“Aprendí a ser feliz con lo que Dios me ha puesto al frente”

Ibarra. “El tiempo me ha enseñado que tener una discapacidad no es algo que te debería frenar, más bien te debe impulsar a mostrar diferentes capacidades que tal vez nadie las tenga”, son las palabras de Camila Dávila una joven anteña de 22 años que padece de glaucoma.

Superación.
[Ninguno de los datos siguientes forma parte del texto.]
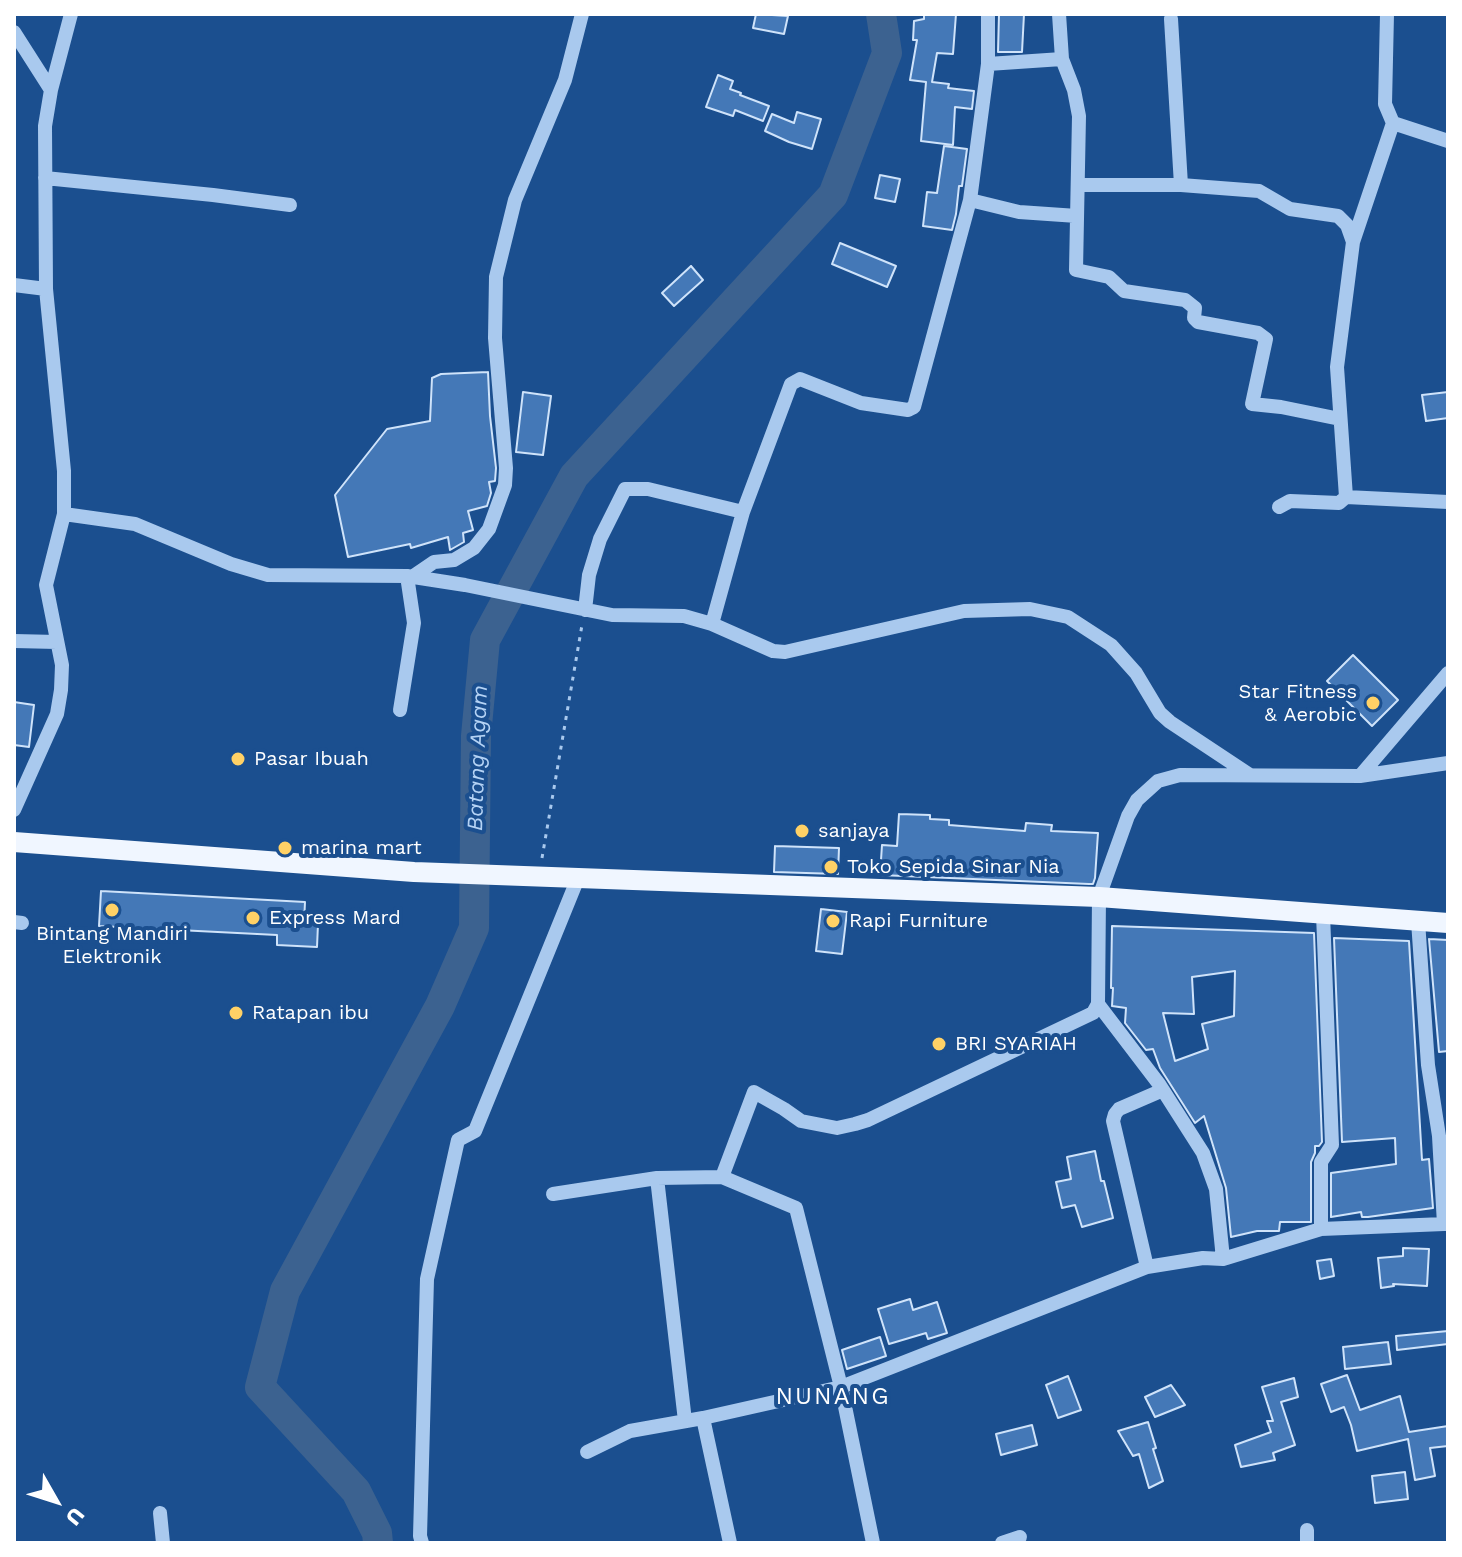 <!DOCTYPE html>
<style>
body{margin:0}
#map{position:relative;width:1462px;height:1557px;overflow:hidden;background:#1b4f8f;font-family:"Work Sans",sans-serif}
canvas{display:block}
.frame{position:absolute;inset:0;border:16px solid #fff;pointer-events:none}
.north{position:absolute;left:16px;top:1461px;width:80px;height:80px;-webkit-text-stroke:6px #1b4f8f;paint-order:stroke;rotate:129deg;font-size:22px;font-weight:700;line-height:32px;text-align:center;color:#fff}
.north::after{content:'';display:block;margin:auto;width:28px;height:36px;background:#fff;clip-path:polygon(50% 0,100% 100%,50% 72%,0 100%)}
</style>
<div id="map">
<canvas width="1462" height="1557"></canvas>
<div class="frame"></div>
<div class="north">U</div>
</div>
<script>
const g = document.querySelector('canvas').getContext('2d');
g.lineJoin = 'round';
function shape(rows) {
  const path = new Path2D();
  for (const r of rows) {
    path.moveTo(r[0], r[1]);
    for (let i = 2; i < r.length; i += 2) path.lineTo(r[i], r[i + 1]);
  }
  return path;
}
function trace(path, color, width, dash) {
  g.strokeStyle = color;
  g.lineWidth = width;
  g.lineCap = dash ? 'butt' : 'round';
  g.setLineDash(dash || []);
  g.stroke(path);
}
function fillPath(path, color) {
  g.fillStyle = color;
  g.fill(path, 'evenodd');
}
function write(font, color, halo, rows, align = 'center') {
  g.font = font + ' "Work Sans",sans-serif';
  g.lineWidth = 8;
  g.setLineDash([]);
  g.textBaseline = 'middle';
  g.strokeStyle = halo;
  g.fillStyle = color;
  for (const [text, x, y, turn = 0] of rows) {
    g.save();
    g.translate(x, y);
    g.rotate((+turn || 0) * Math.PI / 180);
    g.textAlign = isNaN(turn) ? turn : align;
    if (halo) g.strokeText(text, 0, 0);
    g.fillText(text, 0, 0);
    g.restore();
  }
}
trace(shape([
 [378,1543,377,1533,356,1491,260,1387,285,1291,440,1006,474,928,476,736,485,640,574,476,833,195,887,53,881,14]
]), '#3c6290', 30);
const building = shape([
 [756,14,788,16,784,34,753,28,756,14],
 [924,14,956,14,953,54,937,53,932,82,949,84,948,88,974,91,972,109,955,107,953,145,921,141,926,82,910,80,917,40,913,40,914,21,924,19,924,14],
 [999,14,1024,14,1022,52,998,52,999,14],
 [718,75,733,81,730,89,741,93,740,95,769,106,763,121,735,110,733,116,706,107,718,75],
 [797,112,821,119,812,149,789,142,765,131,772,114,794,123,797,112],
 [944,146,967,149,962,186,959,186,956,214,952,230,923,226,927,192,937,193,944,146],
 [880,175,900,179,895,202,875,198,880,175],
 [840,243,896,266,887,287,832,264,840,243],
 [691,266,703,280,674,306,662,293,691,266],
 [488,372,490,416,496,468,495,481,489,482,491,493,487,506,468,511,473,530,463,533,464,542,450,550,448,537,411,548,410,544,348,557,335,495,387,429,430,421,432,378,441,374,488,372],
 [523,392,551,396,543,455,516,452,523,392],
 [1448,392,1448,418,1426,421,1422,395,1448,392],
 [1353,655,1398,700,1372,726,1327,681,1353,655],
 [14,702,34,705,29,747,14,745,14,702],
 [899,814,930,815,930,819,949,820,949,825,1025,831,1026,823,1052,825,1051,831,1098,833,1095,878,1093,884,1089,884,880,875,882,845,897,846,899,814],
 [775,846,839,848,838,874,774,872,775,846],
 [101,891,305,902,304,923,318,924,317,947,277,945,277,935,99,926,101,891],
 [821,909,847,912,842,954,816,951,821,909],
 [1112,926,1314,933,1322,1142,1319,1146,1315,1146,1315,1153,1311,1162,1311,1222,1280,1222,1279,1231,1257,1231,1231,1237,1226,1188,1204,1116,1195,1123,1160,1068,1153,1049,1146,1050,1125,1023,1126,1008,1112,1006,1113,988,1111,988,1112,926],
 [1235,971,1234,1016,1202,1024,1208,1049,1175,1061,1163,1013,1194,1014,1192,977,1235,971],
 [1334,938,1409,941,1422,1160,1429,1159,1433,1208,1368,1217,1362,1217,1361,1212,1331,1217,1331,1173,1396,1164,1395,1138,1342,1142,1334,938],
 [1429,939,1448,940,1448,1051,1439,1052,1429,939],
 [1095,1151,1101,1181,1104,1181,1113,1218,1082,1227,1075,1205,1062,1208,1056,1182,1071,1179,1067,1157,1095,1151],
 [1403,1248,1429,1249,1427,1286,1393,1284,1394,1286,1381,1288,1378,1258,1403,1256,1403,1248],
 [1331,1259,1334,1276,1320,1279,1317,1261,1331,1259],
 [910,1299,913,1310,937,1302,947,1333,928,1339,926,1333,889,1344,878,1309,910,1299],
 [1448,1331,1448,1344,1397,1350,1396,1336,1448,1331],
 [880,1337,886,1356,847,1369,842,1350,880,1337],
 [1388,1342,1391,1364,1345,1369,1343,1347,1388,1342],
 [1347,1375,1360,1410,1400,1396,1409,1432,1448,1426,1448,1446,1430,1448,1435,1476,1415,1480,1408,1439,1357,1451,1351,1425,1344,1407,1331,1412,1321,1384,1347,1375],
 [1068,1376,1081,1410,1058,1418,1046,1385,1068,1376],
 [1294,1378,1298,1397,1281,1402,1295,1445,1273,1453,1275,1460,1241,1467,1235,1445,1271,1432,1267,1421,1273,1421,1262,1387,1294,1378],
 [1171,1385,1185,1405,1155,1417,1145,1397,1171,1385],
 [1148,1422,1156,1448,1153,1449,1163,1481,1149,1488,1139,1454,1133,1456,1118,1431,1148,1422],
 [1032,1425,1037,1445,1001,1455,996,1434,1032,1425],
 [1405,1472,1408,1499,1375,1503,1372,1476,1405,1472]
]);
fillPath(building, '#4478b7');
trace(building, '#cfe3fa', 2);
trace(shape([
 [542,858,582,625]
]), '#a9c9ee', 3, [4, 6]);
trace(shape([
 [1059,14,1062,59,1074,90,1079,116,1076,270,1109,277,1124,291,1185,300,1195,308,1194,318,1198,322,1258,333,1266,339,1252,404,1281,407,1340,419],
 [1171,19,1181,185],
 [14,32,51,90],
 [988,64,1062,59],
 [1393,123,1448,141],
 [45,178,213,195,290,205],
 [1079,185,1181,185,1259,191,1290,209,1338,216,1347,225,1353,242],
 [970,200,1019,212,1077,216],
 [14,285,46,289],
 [1346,497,1337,367,1353,242,1393,123,1385,104,1387,14],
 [1279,507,1290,501,1339,503,1346,497,1448,502],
 [64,514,135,524,231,564,268,575,407,576,465,585,612,615,684,616,712,624,773,651,785,652,964,611,1030,609,1068,617,1111,645,1136,673,1160,713,1170,722,1250,775],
 [412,577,434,562,454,560,474,548,489,529,505,485,506,468,495,338,496,277,515,200,565,80,582,14],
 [585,610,589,575,600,539,625,489,648,489,743,512,791,384,800,379,861,403,908,410,914,407,970,200,988,64,988,14],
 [712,624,743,512],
 [14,641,57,642],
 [400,710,414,623,407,576],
 [1360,776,1448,763],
 [14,810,57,714,61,690,62,665,46,585,64,514,64,471,46,289,45,126,51,90,71,14],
 [1418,921,1428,1065,1439,1136,1444,1224,1448,1224],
 [14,922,22,923],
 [722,1177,754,1092,784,1109,801,1121,837,1128,855,1124,868,1120,1093,1013,1098,1004],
 [657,1178,685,1421],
 [553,1194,657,1178,722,1177,796,1208,841,1387,703,1418,630,1431,587,1452],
 [1321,1229,1321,1162,1332,1145,1323,914],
 [1223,1259,1216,1189,1203,1153,1159,1084,1098,1004,1099,897,1128,816,1137,800,1158,781,1180,775,1360,776,1448,673],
 [1147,1267,1113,1121,1115,1114,1119,1109,1163,1090],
 [703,1418,730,1543],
 [160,1513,163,1543],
 [1307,1530,1307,1543],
 [422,1543,420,1536,427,1279,458,1140,475,1131,578,878],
 [873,1543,841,1387,1147,1267,1203,1258,1223,1259,1321,1229,1444,1224],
 [1002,1543,1020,1537]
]), '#a9c9ee', 14);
trace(shape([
 [14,842,414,872,1099,897,1448,923]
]), '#f0f6ff', 20);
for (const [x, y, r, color] of [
 [1373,703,8,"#ffd166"],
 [238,759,8,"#ffd166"],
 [802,831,8,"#ffd166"],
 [285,848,8,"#ffd166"],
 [831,867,8,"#ffd166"],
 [112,910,8,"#ffd166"],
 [253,918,8,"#ffd166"],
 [833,921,8,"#ffd166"],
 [236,1013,8,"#ffd166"],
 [939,1044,8,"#ffd166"]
]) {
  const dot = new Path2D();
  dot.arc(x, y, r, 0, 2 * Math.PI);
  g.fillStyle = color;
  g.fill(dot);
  trace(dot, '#1b4f8f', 3);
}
write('20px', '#fff', '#1b4f8f', [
 ["Star Fitness",1357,692,"right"],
 ["& Aerobic",1357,715,"right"],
 ["Pasar Ibuah",254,759],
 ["sanjaya",818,831],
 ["marina mart",301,848],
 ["Toko Sepida Sinar Nia",847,867],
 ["Express Mard",269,918],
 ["Rapi Furniture",849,921],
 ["Bintang Mandiri",112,934,"center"],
 ["Elektronik",112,957,"center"],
 ["Ratapan ibu",252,1013],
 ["BRI SYARIAH",955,1044]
], 'left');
write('italic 22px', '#b5d3f5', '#1b4f8f', [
 ["Batang Agam",478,758,-88]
]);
g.letterSpacing = '2px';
write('24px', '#fff', '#1b4f8f', [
 ["NUNANG",833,1397]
]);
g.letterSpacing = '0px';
</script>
Camila es una joven muy alegre y positiva, ella nació con un problema en sus ojos, mencionó que nadie supo definir este problema hasta sus seis meses de edad y por esto perdió la mayoría de capacidad visual en su niñez.

Su diagnóstico es glaucoma que es relacionado con las cámaras de drenaje que posee el ojo.

“Prácticamente el líquido se mantuvo en mis ojos varios meses sin poder drenarse por la falta de esas cámaras que es lo que genera el glaucoma”.

A los seis meses de nacida tuvo que someterse a su primera operación, a lo largo de su vida ha tenido siete cirugías, la última operación fue hace cuatro años.

Las primeras cirugías se llaman trabeculectomías que se trata de una pequeña incisión en la cámara posterior del ojo en donde se permite el drenaje del líquido y su última se trató de una instalación de una válvula para que el líquido se drene normalmente.

“Ya no he tenido problemas relacionados con esto, pero las consecuencias han sido graves a lo largo de mis primeros 17 años porque he perdido bastante la visión”.

Camila también contó que cuando tenía 4 años luego de una trabeculectomía en su ojo izquierdo perdió la visión ya que una infección en su nervio óptico empezó a afectar a su cerebro.

“Le preguntaron a mi mamá si es que ella permitía que se corte el nervio óptico o moría prácticamente, entonces mi madre decidió desconectar, es decir quitar la visión del ojo izquierdo para poder salvar mi vida”.

El tiempo fue pasando, en la etapa escolar fue una de las mejores estudiantes, en el colegio se educó en instituciones públicas de igual manera obteniendo las más relevantes calificaciones.

Cuando cursaba el quinto curso su salud empezó a desestabilizarse por lo que necesitaba una nueva operación.

La operaron y en el transcurso de su recuperación tenía que dar las pruebas del Senescyt en la cual obtuvo un puntaje de 900, ella rechazó el cupo ya que por su puntaje tenía que viajar a una universidad en Quito.

Su familia no tenía los recursos económicos para costearse un preuniversitario, entonces su doctor le ayudó con el pago.

Se preparó mucho a pesar de la crisis de salud que pasaba en ese tiempo y cuando nuevamente volvió a dar las pruebas su puntaje fue de 975/1000, esto le permitió ingresar al grupo de alto rendimiento nacional. “Mucho gente me había dicho que no puedo, pero cuando vi esa nota me sentí muy orgullosa, luego Dios me permitió ir a Quito a estudiar en una nivelación especial que nos pagó el Gobierno”.

Ha sido varios obstáculos los que ha superado, uno de ellos fue aprender a movilizarse sola sin ayuda de su familia en Quito. Camila aseguró que las cosas entre más difícil son, más aprendizaje se obtiene.

Educación. Postuló a una universidad en Canadá, Estados Unidos y la aceptaron, ya son tres años que estudia fuera del país, Camila estudia Ciencias del Medio Ambiente y ya culminó el segundo nivel.

Aunque cuenta que al principio quería seguir Microbiología lo ha cogido un gran cariño a su actual carrera profesional.

Manifestó que Canadá es un país muy inclusivo y la gente de la universidad la apoya demasiado.

Al momento se encuentra de vacaciones y decidió visitar a su familia y a su novio que han sido un apoyo fundamental. Debe regresar a Canadá en Septiembre hasta entonces aprovechará este tiempo con sus seres queridos.

La joven dijo que la oportunidad de irse a vivir en el extranjero la ha hecho una persona independiente.

“Doy gracias a Dios porque mis hermanos están completamente sanos y porque a la que le tocó vivir muchas cosas ha sido a mí”.